■ **Exercise objective**: Only the text of the entries below should be returned, exactly as given, without pictures.

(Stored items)
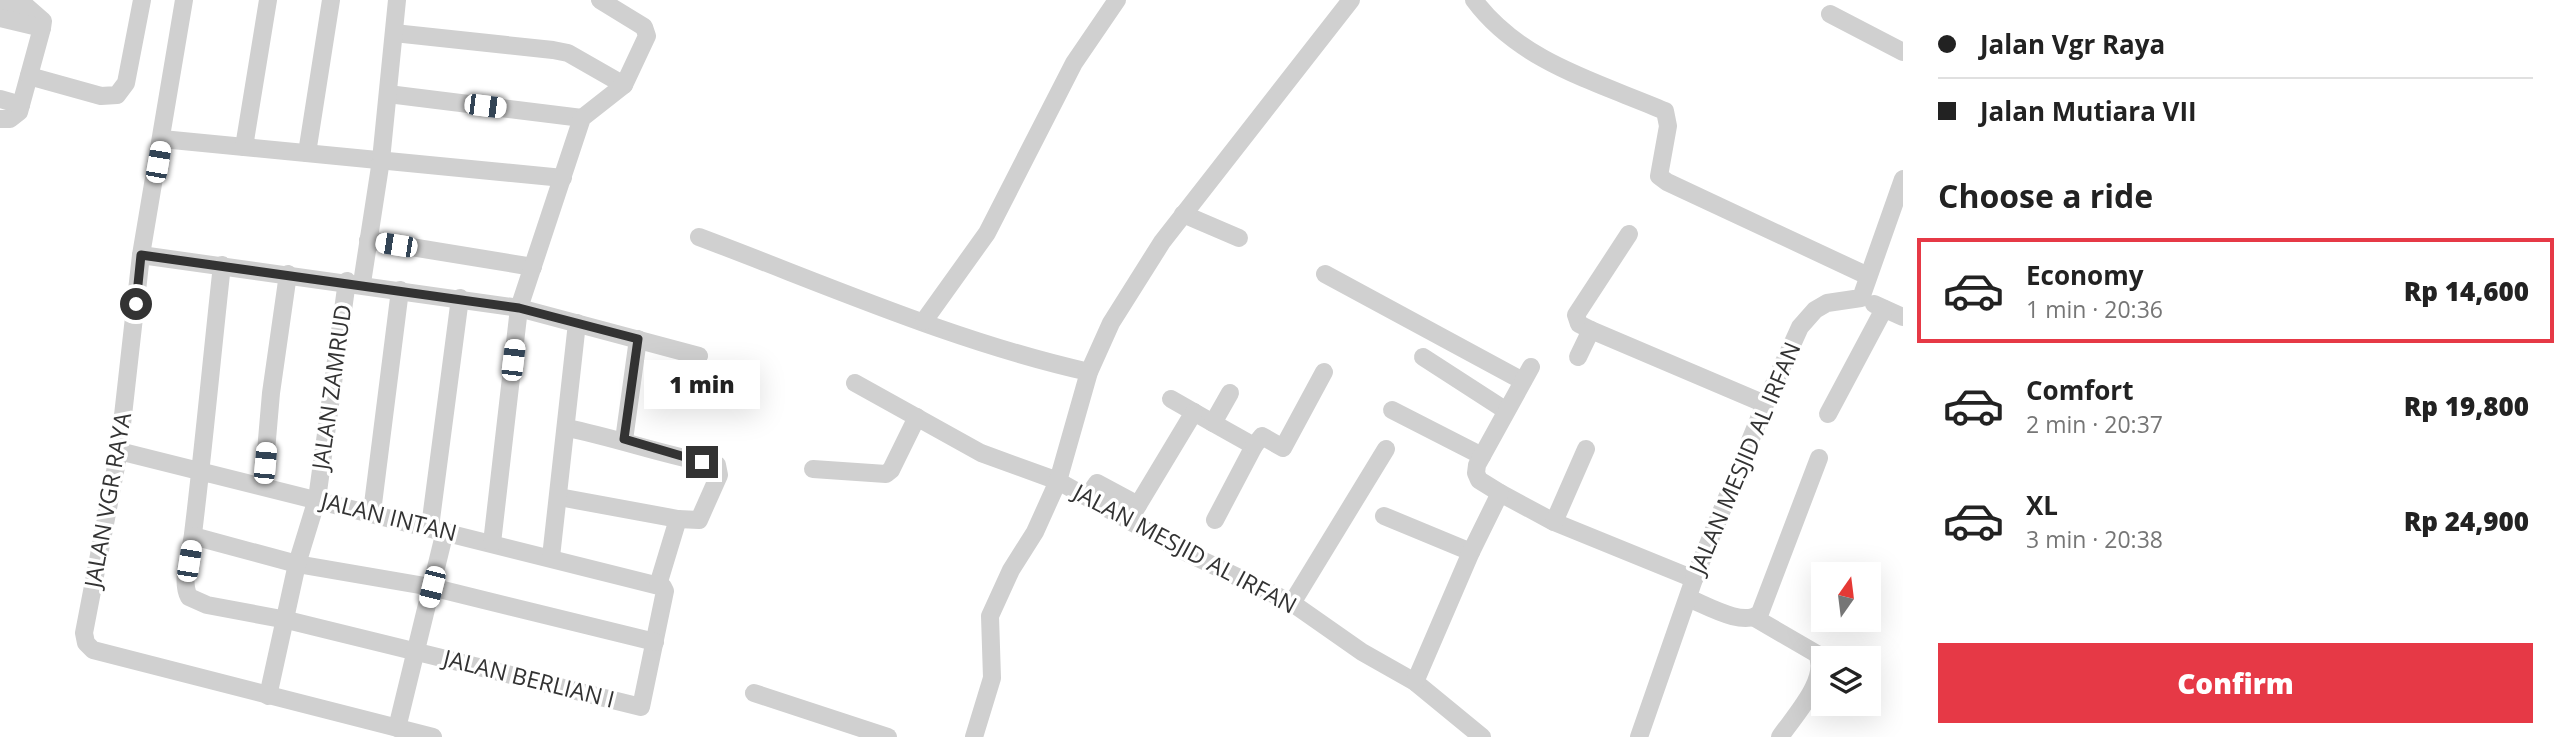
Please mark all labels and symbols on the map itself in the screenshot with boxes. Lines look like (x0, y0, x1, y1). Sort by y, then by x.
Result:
car (463, 93, 508, 119)
car (145, 139, 172, 185)
car (374, 231, 419, 259)
route start (120, 288, 152, 320)
street label: JALAN ZAMRUD (303, 302, 358, 474)
street label: JALAN MESJID AL IRFAN (1680, 337, 1807, 580)
car (501, 338, 526, 382)
callout: 1 min (644, 360, 760, 410)
street label: JALAN VGR RAYA (76, 409, 138, 592)
car (253, 441, 278, 485)
route end (686, 446, 718, 478)
street label: JALAN MESJID AL IRFAN (1066, 475, 1303, 621)
street label: JALAN INTAN (316, 483, 460, 548)
car (176, 539, 203, 583)
north arrow (1811, 562, 1881, 632)
car (417, 564, 448, 610)
street label: JALAN BERLIAN I (438, 641, 618, 715)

■ **The completed task**:
Please mark all labels and symbols on the map itself in the screenshot with boxes. Lines look like (x0, y0, x1, y1). Sort by y, then by x.
Result:
car (463, 93, 508, 119)
car (145, 139, 172, 185)
car (374, 231, 419, 259)
route start (120, 288, 152, 320)
street label: JALAN ZAMRUD (303, 302, 358, 474)
street label: JALAN MESJID AL IRFAN (1680, 337, 1807, 580)
car (501, 338, 526, 382)
callout: 1 min (644, 360, 760, 410)
street label: JALAN VGR RAYA (76, 409, 138, 592)
car (253, 441, 278, 485)
route end (686, 446, 718, 478)
street label: JALAN MESJID AL IRFAN (1066, 475, 1303, 621)
street label: JALAN INTAN (316, 483, 460, 548)
car (176, 539, 203, 583)
north arrow (1811, 562, 1881, 632)
car (417, 564, 448, 610)
street label: JALAN BERLIAN I (438, 641, 618, 715)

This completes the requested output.